Trudy stood behind the bar, arms crossed, trying to look strong but clearly a little choked up. I thanked her for her hospitality. She nodded once, then pushed a little bag of dried meat and caps across the bar without a word. I took it with a smile and a soft, "Stay safe out there."

Next was Chet, who had been unusually generous — gave me a few things from his stock "at a discount," which really just meant "on the house." I told him I'd put it to good use.

Easy Pete tipped his hat when I passed. "Reckon you'll do alright, young fella." That was all he said, but it felt like a fatherly blessing.

Then there was Sunny. She met me at the road just before the old gas station. Cheyenne sat quietly by her feet, her tail giving a slow, steady wag. Sunny held a hand out. I took it.

"You got a long road ahead," she said. "Watch your back out there. And if you ever circle back, Goodsprings'll have a drink waitin'."

I smiled. "Thanks. For everything. I mean it."

She hesitated, then quickly stepped forward and hugged me — firm and honest. "You're something else, Prometheus. Don't lose that."

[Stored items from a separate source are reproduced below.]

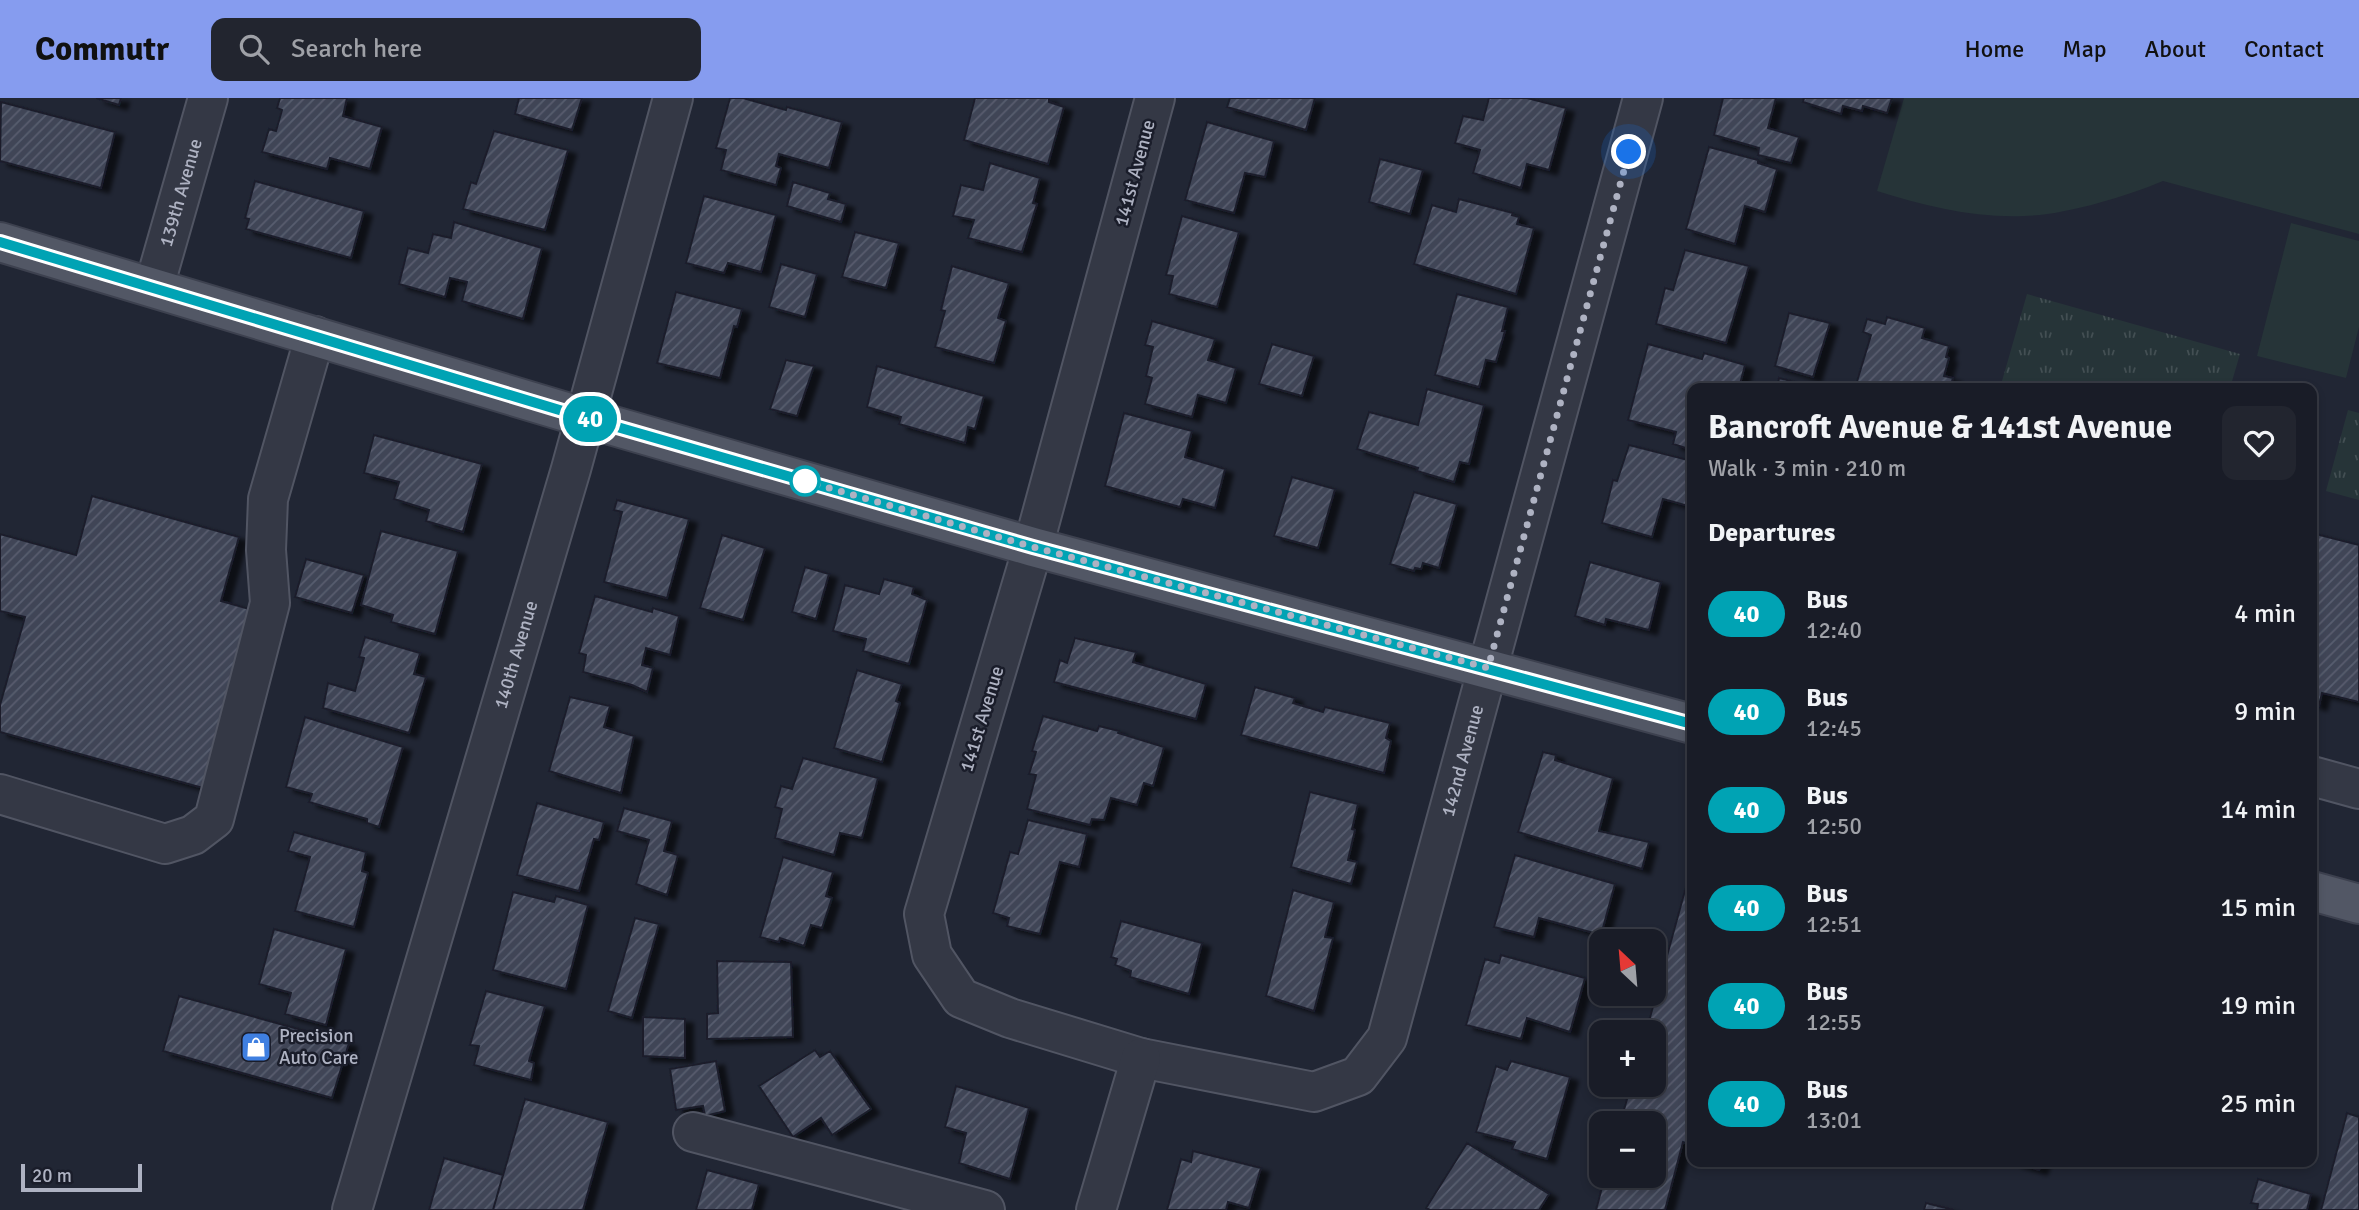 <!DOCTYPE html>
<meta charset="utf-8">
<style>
body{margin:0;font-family:Signika,sans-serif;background:#22252f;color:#f1f3f6;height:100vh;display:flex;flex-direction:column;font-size:26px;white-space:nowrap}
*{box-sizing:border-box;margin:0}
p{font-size:23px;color:#9fa1a7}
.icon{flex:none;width:38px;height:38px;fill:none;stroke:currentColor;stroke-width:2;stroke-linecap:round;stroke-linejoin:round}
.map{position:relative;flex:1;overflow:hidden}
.drawer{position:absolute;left:1687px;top:285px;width:630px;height:784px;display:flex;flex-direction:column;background:#191c27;border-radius:14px;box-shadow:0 4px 10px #0003,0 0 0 2px #373a44}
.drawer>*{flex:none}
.badge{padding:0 14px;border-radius:23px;font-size:24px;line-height:46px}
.needle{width:46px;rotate:334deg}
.buttons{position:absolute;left:1589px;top:831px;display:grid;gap:14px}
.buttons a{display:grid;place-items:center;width:77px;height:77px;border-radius:14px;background:#191c27;box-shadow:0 4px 10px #0003,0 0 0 2px #373a44;font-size:35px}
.scale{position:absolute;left:21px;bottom:18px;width:121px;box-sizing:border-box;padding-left:7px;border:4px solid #aeb2c2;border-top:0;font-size:19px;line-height:24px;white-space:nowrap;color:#aeb2c2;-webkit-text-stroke:5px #1a1d2a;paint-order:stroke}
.you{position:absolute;width:35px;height:35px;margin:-18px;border:5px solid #fff;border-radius:50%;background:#1a73e8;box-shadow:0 0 0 10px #1a73e833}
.map>.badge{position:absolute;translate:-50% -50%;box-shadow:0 0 0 4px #fff}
h2{padding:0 21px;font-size:26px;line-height:63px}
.round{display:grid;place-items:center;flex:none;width:74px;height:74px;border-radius:14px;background:#22252f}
.headline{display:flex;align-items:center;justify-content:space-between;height:119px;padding:0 21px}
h1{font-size:33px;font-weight:700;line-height:52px}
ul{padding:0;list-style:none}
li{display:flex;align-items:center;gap:21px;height:98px;padding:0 21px}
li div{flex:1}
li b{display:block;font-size:26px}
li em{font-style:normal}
li .badge{min-width:77px;font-weight:700;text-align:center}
header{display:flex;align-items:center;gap:42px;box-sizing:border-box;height:98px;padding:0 35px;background:#869cef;color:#111}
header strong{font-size:33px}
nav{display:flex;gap:38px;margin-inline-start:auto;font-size:24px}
.search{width:490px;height:63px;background:#22252f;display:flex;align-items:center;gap:18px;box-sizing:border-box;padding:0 24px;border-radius:14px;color:#9fa1a7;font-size:26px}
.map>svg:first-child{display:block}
.grass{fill:#263438}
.park{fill:url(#park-tufts)}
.building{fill:url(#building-hatch);stroke:#1b1f2c;stroke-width:2;filter:url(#shadow)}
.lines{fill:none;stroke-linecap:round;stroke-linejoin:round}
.minor-casing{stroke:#515563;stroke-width:42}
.major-casing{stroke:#3d414f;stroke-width:42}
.minor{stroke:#343845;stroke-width:38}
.major{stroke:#525765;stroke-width:38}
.line-casing{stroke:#fff;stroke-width:16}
.line{stroke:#00a3b4;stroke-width:10}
.walk{stroke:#aeb2c2;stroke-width:7;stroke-dasharray:0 12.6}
.stop-dot{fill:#fff;stroke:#00a3b4;stroke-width:3.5}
.labels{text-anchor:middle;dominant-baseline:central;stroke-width:5;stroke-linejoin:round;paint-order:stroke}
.street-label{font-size:19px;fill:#aeb2c2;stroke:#1a1d2a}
.poi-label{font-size:19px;fill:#aeb2c2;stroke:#1a1d2a;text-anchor:start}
</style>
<header>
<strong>Commutr</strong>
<div class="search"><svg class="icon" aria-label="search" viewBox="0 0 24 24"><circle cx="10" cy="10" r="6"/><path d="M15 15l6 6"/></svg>Search here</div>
<nav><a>Home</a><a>Map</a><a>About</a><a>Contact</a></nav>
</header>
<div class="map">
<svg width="2359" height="1112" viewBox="0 0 2359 1112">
<defs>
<pattern id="park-tufts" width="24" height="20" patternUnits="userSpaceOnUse" patternTransform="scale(1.75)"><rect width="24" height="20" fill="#263438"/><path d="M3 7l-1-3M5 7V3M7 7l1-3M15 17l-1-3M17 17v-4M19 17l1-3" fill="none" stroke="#434f53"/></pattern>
<pattern id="building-hatch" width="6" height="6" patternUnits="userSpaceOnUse" patternTransform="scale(1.75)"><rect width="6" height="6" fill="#3f4557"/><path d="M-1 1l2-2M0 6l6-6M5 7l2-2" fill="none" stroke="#585d6e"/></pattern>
<filter id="shadow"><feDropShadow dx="8" dy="4.5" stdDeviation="2" flood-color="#0009"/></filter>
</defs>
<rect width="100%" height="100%" fill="#212634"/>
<path class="grass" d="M 1904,0 L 2359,0 L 2359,136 L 2163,83 C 2125,99 2065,117 2024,118 C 1974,120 1924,108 1877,93 Z
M 2291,125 L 2359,143 L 2359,229 L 2346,280 L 2257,258 Z"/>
<path class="park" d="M 2027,196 L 2240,256 L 2230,290 L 2000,290 Z
M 2348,312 L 2359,315 L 2359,402 L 2326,393 Z"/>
<path class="building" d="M 96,0 L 121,0 L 119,7 Z
M 280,0 L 347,0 L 343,18 L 382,29 L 370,71 L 330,60 L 327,71 L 262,54 L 269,31 L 276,33 L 282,12 L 277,10 Z
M 519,0 L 582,0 L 572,32 L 515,16 Z
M 730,0 L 743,0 L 786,12 L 787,9 L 842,24 L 829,70 L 779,56 L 776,68 L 781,70 L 776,87 L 721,72 L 726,52 L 716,50 Z
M 975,0 L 1049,0 L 1049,4 L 1064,9 L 1048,66 L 964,42 Z
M 1230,0 L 1315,0 L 1306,32 L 1227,9 Z
M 1489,0 L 1527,0 L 1566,10 L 1549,72 L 1527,66 L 1521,90 L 1473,75 L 1480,52 L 1455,45 L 1463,18 L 1483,22 Z
M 1723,0 L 1776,0 L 1768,30 L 1799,39 L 1791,65 L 1758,57 L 1759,50 L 1714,37 Z
M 1804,0 L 1892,0 L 1887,15 L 1863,8 L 1862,13 L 1843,8 L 1841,16 L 1803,4 Z
M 1,4 L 115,34 L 101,90 L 0,63 Z
M 1207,24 L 1274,43 L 1265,79 L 1245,75 L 1234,115 L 1185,102 Z
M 494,33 L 568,52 L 545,132 L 463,111 L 471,84 L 476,86 Z
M 1709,49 L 1758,62 L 1758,65 L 1777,71 L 1765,114 L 1745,108 L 1735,146 L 1686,131 Z
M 1380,61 L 1423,72 L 1410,116 L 1369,104 Z
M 990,65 L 1040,80 L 1033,105 L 1037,106 L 1022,154 L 968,140 L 974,122 L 953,118 L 961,87 L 983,92 Z
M 255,83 L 364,113 L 351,160 L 246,131 L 249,121 L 245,120 Z
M 793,84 L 830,95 L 828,101 L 846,106 L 841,124 L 787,108 Z
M 704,98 L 776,117 L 761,174 L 728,165 L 724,175 L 686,165 Z
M 1459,101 L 1513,115 L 1512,117 L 1519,119 L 1517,126 L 1534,130 L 1516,196 L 1414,166 L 1432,107 L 1456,114 Z
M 1182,118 L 1239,134 L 1217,209 L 1169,196 L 1173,178 L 1166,177 Z
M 454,124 L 542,150 L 523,221 L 462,203 L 467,184 L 450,180 L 445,199 L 399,186 L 408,150 L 428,155 L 433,136 L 451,140 Z
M 855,134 L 899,145 L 886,190 L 842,179 Z
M 1685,152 L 1749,168 L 1726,245 L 1656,226 L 1665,190 L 1673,192 Z
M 781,166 L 817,176 L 805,219 L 769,209 Z
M 952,168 L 1009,185 L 998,220 L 1006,223 L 994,265 L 935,249 L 945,213 L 941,212 Z
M 676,194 L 742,211 L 737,229 L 734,228 L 720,280 L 657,265 Z
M 1457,196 L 1508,209 L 1502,233 L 1505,233 L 1496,264 L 1486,262 L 1479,289 L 1435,277 Z
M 1789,215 L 1830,225 L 1813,279 L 1775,268 Z
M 1887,219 L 1925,230 L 1922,240 L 1949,248 L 1946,259 L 1949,260 L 1944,278 L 1953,280 L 1950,290 L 1855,290 L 1871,237 L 1863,234 L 1867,221 L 1885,226 Z
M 1152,223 L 1215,241 L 1208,262 L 1236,270 L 1226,305 L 1198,297 L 1192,319 L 1145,306 L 1152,280 L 1146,278 L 1153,249 L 1145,247 Z
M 1272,246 L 1314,258 L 1302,298 L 1259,286 Z
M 1648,246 L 1702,261 L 1704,255 L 1745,267 L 1739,290 L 1692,290 L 1692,352 L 1673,346 L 1676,334 L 1628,322 Z
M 786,262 L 814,268 L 797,318 L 770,311 Z
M 877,268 L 984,298 L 975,331 L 968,329 L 965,345 L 899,326 L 901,319 L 867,309 Z
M 1779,280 L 1810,288 L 1810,290 L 1777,290 Z
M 1427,291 L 1484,307 L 1469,366 L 1460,364 L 1454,384 L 1417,373 L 1418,370 L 1357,351 L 1369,314 L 1418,327 Z
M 1124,315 L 1192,333 L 1185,359 L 1225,371 L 1215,410 L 1183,401 L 1180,409 L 1105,388 Z
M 374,337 L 482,366 L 463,434 L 426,423 L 429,412 L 394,401 L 399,384 L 364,375 Z
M 1629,347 L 1692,363 L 1692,409 L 1663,401 L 1652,439 L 1602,425 L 1613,382 L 1617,383 Z
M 1292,379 L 1335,391 L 1318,450 L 1274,438 Z
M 1414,394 L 1457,406 L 1439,470 L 1423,465 L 1421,471 L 1415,470 L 1414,473 L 1390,466 Z
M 92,398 L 239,439 L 221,503 L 253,512 L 203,690 L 0,634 L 0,607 L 25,519 L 0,513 L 0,436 L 76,457 Z
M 617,402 L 689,421 L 667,500 L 604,484 L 622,414 L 614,412 Z
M 381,433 L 458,453 L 435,536 L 391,524 L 393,517 L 361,507 Z
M 2312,435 L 2359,447 L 2359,604 L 2322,595 L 2319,608 L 2312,606 Z
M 722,437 L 765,450 L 743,522 L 700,510 Z
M 306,461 L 364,477 L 352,515 L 295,499 Z
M 1590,464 L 1661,484 L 1649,532 L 1606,521 L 1605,527 L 1575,518 Z
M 805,469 L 829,476 L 816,521 L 792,514 Z
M 884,481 L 914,489 L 912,496 L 927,502 L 909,566 L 863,553 L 866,541 L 833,533 L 845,487 L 879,496 Z
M 595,498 L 652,514 L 653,510 L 679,518 L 670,557 L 646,550 L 642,567 L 653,570 L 647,594 L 632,587 L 583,574 L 586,557 L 579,555 Z
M 365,539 L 420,555 L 414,576 L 426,579 L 409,635 L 323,610 L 328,585 L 355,593 L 364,560 L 359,559 Z
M 1075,540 L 1136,554 L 1133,564 L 1206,586 L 1196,621 L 1054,584 L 1060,562 L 1067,565 Z
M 857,572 L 902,586 L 896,603 L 900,605 L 882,664 L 834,650 Z
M 1255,589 L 1295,600 L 1293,605 L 1323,614 L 1325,609 L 1390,625 L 1386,640 L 1391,643 L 1384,675 L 1241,637 Z
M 570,599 L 610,608 L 604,629 L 634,638 L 621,695 L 549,673 Z
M 1043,618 L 1097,633 L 1099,628 L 1119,633 L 1118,635 L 1164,649 L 1153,688 L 1144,685 L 1137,707 L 1111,700 L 1104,722 L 1092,721 L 1090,727 L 1027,711 L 1036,677 L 1029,676 L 1036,654 L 1032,653 Z
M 305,619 L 403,649 L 379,729 L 367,725 L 367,721 L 309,704 L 312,696 L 286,689 Z
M 1543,654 L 1556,657 L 1555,662 L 1613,680 L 1599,733 L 1649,744 L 1642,771 L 1518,734 Z
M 803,660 L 878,680 L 862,740 L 840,735 L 834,757 L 775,740 L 782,711 L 775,709 L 781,688 L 792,691 Z
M 1310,694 L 1358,706 L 1352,731 L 1355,732 L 1348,762 L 1357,764 L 1351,786 L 1291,769 Z
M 537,705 L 604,724 L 599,742 L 594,741 L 579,793 L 517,777 Z
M 624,710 L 672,723 L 664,753 L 678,757 L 667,797 L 636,786 L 649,742 L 617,733 Z
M 1028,722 L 1087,736 L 1079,769 L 1060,764 L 1040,836 L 1007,828 L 1009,820 L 993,815 L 1010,754 L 1018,756 Z
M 294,734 L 366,754 L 362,773 L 368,775 L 354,829 L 295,813 L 310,759 L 288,753 Z
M 1515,757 L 1615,786 L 1601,837 L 1539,820 L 1534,839 L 1494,829 Z
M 783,759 L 833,774 L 826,798 L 832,800 L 822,830 L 811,827 L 804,848 L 780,840 L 779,844 L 760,839 Z
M 1692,767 L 1692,1047 L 1683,1044 L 1665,1112 L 1596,1112 L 1605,1078 L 1654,1078 L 1654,1026 L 1620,1026 L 1631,987 L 1654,987 L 1654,934 L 1646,934 Z
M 1293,792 L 1334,804 L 1325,839 L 1333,840 L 1314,913 L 1266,898 Z
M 513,794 L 554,804 L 556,798 L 588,807 L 566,891 L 493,872 Z
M 635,820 L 659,826 L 632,920 L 608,913 Z
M 1121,823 L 1202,845 L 1189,896 L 1130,879 L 1131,873 L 1115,867 L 1117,861 L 1111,859 Z
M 274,831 L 346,851 L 326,927 L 285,916 L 291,895 L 259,886 Z
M 1501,857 L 1585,880 L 1570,934 L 1527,920 L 1521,941 L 1466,927 L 1485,861 L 1499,865 Z
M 717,863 L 791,864 L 793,939 L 707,941 L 707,916 L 718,915 Z
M 486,893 L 545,908 L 529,963 L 534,965 L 531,982 L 474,967 L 479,948 L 470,947 Z
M 179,898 L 349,945 L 332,1000 L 163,953 Z
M 643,919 L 685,921 L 685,960 L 643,958 Z
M 815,952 L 820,959 L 830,953 L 871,1011 L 832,1037 L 821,1020 L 793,1039 L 759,988 Z
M 716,963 L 725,1013 L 705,1018 L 703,1008 L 676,1012 L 670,971 Z
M 1511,963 L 1570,979 L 1547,1061 L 1512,1051 L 1515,1044 L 1476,1034 L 1496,968 L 1507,972 Z
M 956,988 L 1029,1010 L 1010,1081 L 959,1065 L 966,1035 L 945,1029 Z
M 525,1001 L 608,1024 L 583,1112 L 493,1112 Z
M 2347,1015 L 2359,1019 L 2359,1112 L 2321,1112 Z
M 1467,1045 L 1549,1096 L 1539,1112 L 1430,1112 L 1426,1110 Z
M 1193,1053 L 1261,1070 L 1249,1110 L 1228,1104 L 1226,1112 L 1167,1112 L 1181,1061 L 1191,1064 Z
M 444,1060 L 503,1077 L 493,1112 L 429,1112 Z
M 2013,1064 L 2042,1064 L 2039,1072 Z
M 707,1072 L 759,1086 L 752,1112 L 696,1112 Z
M 2258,1081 L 2311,1096 L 2307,1112 L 2257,1112 L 2258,1106 L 2251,1105 Z
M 1926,1105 L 1954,1112 L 1924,1112 Z"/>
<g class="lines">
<g class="minor-casing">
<g id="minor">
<path id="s1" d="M 1155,0 L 1033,449 L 924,816 L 932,857 L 961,900 L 1010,920 L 1141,960 L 1314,994 L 1358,978 L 1387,940 L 1643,0"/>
<path id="s2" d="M 154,189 L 208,0"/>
<path d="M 2312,678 L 2359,691"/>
<path d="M 0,696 L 165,746 L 193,737 L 214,721 L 270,505 L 266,452 L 268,401 L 315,238"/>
<path d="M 693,1034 L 985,1112"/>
<path id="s3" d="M 352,1112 L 571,371 L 673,0"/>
<path d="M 1096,1112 L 1141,960"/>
</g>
</g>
<g class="major-casing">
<path id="major" d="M 0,144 L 586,320 L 1033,449 L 1692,626
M 2312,793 L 2359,806"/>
</g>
<use href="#minor" class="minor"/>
<use href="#major" class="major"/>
</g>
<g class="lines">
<g class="line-casing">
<path id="line" d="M 0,144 L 586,320 L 1033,449 L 1692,626"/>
</g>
<use href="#line" class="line"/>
<path class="walk" d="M 805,383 L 1033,449 L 1488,570 L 1629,54"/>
</g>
<defs>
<g id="shop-square" transform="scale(1.575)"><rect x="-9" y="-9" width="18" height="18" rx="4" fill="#3f7fe0" stroke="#1a1d2a"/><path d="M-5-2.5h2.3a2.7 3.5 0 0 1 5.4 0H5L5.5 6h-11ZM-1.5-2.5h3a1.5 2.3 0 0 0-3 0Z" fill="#fff"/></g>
</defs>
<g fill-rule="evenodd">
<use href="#shop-square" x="256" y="949"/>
</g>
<circle class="stop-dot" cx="805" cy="383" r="14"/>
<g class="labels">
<g class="street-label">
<text transform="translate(1135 75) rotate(-75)">141st Avenue</text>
<text stroke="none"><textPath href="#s2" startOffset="98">139th Avenue</textPath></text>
<text stroke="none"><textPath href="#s3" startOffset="579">140th Avenue</textPath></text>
<text transform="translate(982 621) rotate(-73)">141st Avenue</text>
<text stroke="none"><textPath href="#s1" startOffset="1690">142nd Avenue</textPath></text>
</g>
<g class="poi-label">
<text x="279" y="938">Precision<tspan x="279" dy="22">Auto Care</tspan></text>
</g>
</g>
</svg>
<div class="buttons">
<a><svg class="needle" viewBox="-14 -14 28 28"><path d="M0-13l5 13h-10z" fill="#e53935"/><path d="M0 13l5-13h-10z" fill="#9fa1a7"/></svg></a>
<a>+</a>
<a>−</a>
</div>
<div class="scale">20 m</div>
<div class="you" style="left:1629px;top:54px"></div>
<b class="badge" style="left:590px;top:321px;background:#00a3b4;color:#fff">40</b>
<section class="drawer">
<div class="headline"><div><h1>Bancroft Avenue &amp; 141st Avenue</h1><p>Walk · 3 min · 210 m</p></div><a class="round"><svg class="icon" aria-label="heart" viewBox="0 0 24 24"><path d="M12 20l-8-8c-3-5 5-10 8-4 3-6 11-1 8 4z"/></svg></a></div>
<h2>Departures</h2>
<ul>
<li><span class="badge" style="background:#00a3b4;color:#fff">40</span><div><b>Bus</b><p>12:40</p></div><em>4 min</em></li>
<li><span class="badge" style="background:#00a3b4;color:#fff">40</span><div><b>Bus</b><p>12:45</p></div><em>9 min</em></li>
<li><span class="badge" style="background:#00a3b4;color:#fff">40</span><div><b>Bus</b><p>12:50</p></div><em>14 min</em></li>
<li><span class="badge" style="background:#00a3b4;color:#fff">40</span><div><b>Bus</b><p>12:51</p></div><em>15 min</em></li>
<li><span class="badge" style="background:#00a3b4;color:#fff">40</span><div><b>Bus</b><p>12:55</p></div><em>19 min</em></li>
<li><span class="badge" style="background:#00a3b4;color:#fff">40</span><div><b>Bus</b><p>13:01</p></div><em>25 min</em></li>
</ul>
</section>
</div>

I gave a quiet chuckle as we broke apart. "If I survive Primm, I'll consider that a win."

Behind me, Cobb gave a weak groan from his spot in the cart I rigged to a pair of tired-looking brahmin. He'd stay quiet, unless he wanted me to leave him somewhere between here and the Mojave Outpost.

With one final look back at the town that had brought me back from the grave, I nodded, shifted my pack, and started walking.

The sun was high, and the road to Primm lay dusty and long.

But I had purpose now — and a direction.